1日目(3)
彼らとはまだ意思疎通が出来ないが徐々に分かるようになっていた。まあ彼らの事は放っておいて街の探索を続けていると、路地裏で突然男性の声が聞こえてきた。
見上げるとビルの窓から男性が声を掛けてきている。どうやら避難所に行こうとしてぷよ彦達に遭遇してこのビルに避難しているようだった。
男性の他にも一緒に逃げて来た人が数人がいた。男性にビル内に率いられた私が見た者は怪我人、子供、食料不足で口論を続ける大人達だった。答えの出ない口論を続けているのには訳があった。すでに数人外に出て救助や食料を求めたがこのビルに帰って来たものはいなかったのだ。彼らは外に出る勇気がなかった。
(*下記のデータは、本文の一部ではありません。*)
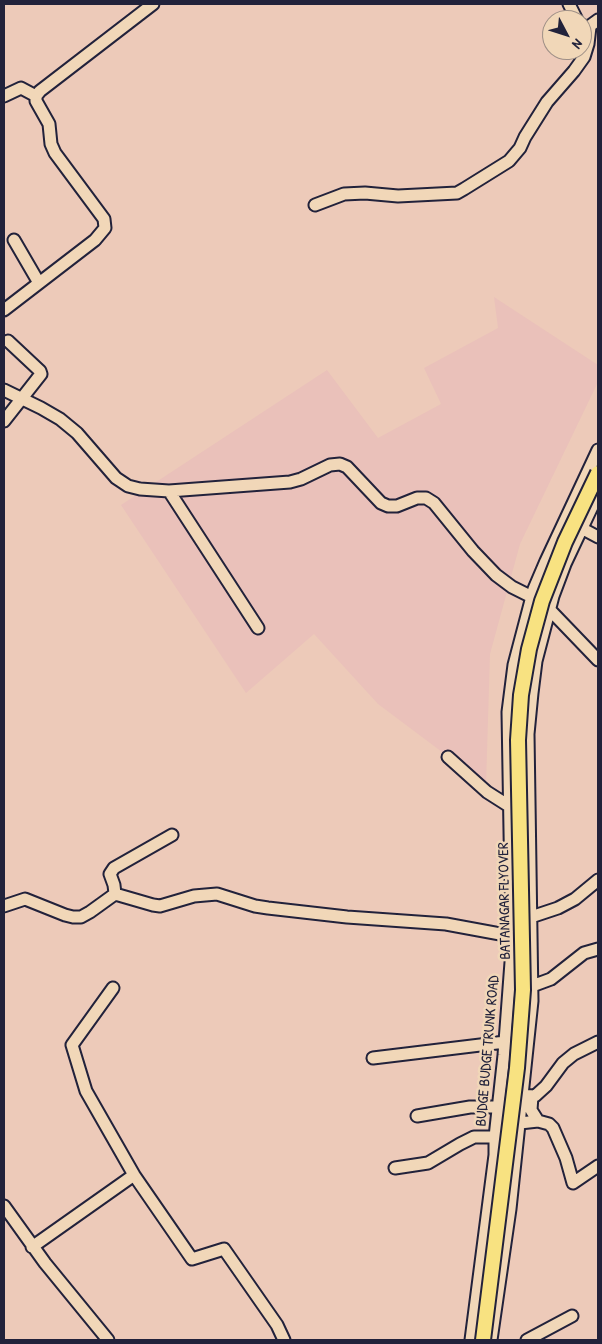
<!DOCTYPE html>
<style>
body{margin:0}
#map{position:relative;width:602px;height:1344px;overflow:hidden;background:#edcab9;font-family:"Patrick Hand",sans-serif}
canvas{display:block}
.frame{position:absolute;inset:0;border:5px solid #22223b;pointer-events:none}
.north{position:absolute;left:542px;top:10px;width:50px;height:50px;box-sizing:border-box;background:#f1d7b8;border:1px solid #9e8f86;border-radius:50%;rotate:130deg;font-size:14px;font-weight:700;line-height:20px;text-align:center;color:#22223b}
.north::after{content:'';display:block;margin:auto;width:18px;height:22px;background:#22223b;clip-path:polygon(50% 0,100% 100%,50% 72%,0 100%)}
</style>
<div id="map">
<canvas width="602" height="1344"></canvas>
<div class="frame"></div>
<div class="north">N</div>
</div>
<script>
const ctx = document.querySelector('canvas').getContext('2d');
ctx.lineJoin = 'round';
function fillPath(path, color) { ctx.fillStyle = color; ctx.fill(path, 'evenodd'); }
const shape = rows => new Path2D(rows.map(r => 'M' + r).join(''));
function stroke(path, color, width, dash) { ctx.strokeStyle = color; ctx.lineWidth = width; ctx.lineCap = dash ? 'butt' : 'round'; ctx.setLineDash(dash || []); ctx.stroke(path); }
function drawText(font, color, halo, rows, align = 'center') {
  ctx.font = font + ' "Patrick Hand",sans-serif'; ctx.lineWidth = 5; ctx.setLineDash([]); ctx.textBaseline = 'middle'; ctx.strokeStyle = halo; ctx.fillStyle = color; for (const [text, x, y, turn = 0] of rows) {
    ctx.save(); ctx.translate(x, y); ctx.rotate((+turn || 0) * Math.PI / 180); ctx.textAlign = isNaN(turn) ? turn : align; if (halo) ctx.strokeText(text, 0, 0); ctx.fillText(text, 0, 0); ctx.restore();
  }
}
const built = shape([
 [494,297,598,365,598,382,520,544,490,654,486,785,378,704,314,634,246,693,121,505,327,370,378,438,441,404,424,368,498,328]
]);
const minor = shape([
 [569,4,577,20],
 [582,25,587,28,598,20],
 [4,96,21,88,36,96],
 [315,205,344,194,365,193,398,196,457,193,464,189,509,161,520,148,525,137,547,102,574,71,584,57,588,44,590,27],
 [14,240,39,283],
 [4,310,95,240,105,228,104,219,55,153,51,144,49,124,36,101,36,96,40,91,153,4],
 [4,390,41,408,60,419,77,433,116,478,128,486,140,489,169,491,290,482,301,479,330,465,340,464,347,467,381,503,388,506,397,506,417,498,426,498,434,503,473,551,496,575,512,587,532,597,549,609,598,660],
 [4,421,41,374,40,371,8,341],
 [169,491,258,628],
 [583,529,598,537],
 [448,757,487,792,509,806],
 [115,894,153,905,160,906,194,896,217,894,255,906,268,908,347,917,446,924,511,936],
 [4,906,25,899,65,915,73,917,81,917,90,912,115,894,114,885,110,874,114,868,172,835],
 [531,917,558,908,575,899,598,880],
 [532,986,551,979,584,953,598,949],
 [373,1058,505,1042],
 [516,1095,535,1096,546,1086,563,1063,574,1054,598,1042],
 [532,1096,531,1110,538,1121],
 [417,1116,470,1107,498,1107],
 [520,1123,538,1121,549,1124,553,1128,566,1158,573,1183,598,1166],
 [395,1168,428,1163,460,1144,474,1137,495,1137],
 [134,1175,192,1259,224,1249,277,1325,284,1340],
 [4,1206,45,1263,108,1340],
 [32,1247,134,1175,86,1091,72,1045,113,988],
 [471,1340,495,1155,495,1137,504,1055,512,949,508,712,514,665,534,589,546,561,598,450],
 [491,1340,510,1209,532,1001,528,734,532,693,536,661,553,596,565,564,598,494],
 [527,1340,572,1316]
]);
const majorBridge = shape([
 [483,1340,517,1068,523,990,518,740,521,695,529,649,542,601,565,542,598,473]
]);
const streetNames = [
 ["BATANAGAR FLYOVER",505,901,-91],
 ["BUDGE BUDGE TRUNK ROAD",488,1051,-85]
];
fillPath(built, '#eac1ba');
stroke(minor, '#22223b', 15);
stroke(minor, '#f1d7b8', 11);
stroke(majorBridge, '#22223b', 18, []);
stroke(majorBridge, '#f8e281', 14);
drawText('15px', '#22223b', '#f1d7b8', streetNames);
</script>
私はそれを見てぷよ彦達を引き付けるので、その内に避難所へ向かうように助言した。どの道食料が尽きた彼らに選択肢はなかった。最初に声を掛けた20代程の男性は私に代役を申し出たが私は断った。どうせ伴侶も子供もいない独り身だ、死ぬことに未練はありませんと言って。
結局男性は怪我人の搬送をしなければならず囮役は私がすることになった。私がビルから飛び出しぷよ彦達を思念で呼ぶと彼らはわらわらと私を追いかけ男性達一同は避難所に駆け込むことが出来た。その後避難所に私が避難した形跡はなく死亡と見なされた。
男性のいる避難所を高いビルから見下げながら私は人間に未練がない事に気付いていた。もう私は人間ではないぷよ彦達と同じ地球外生命体だった。ぷよ彦達も自分の事を知っているものはいなかったが、それは探しながら見つけて行こうと思う。まあとりあえずはこの滅亡の一途を辿る人類を地球外生命体となった私はただの暇潰しに観察しようと思う。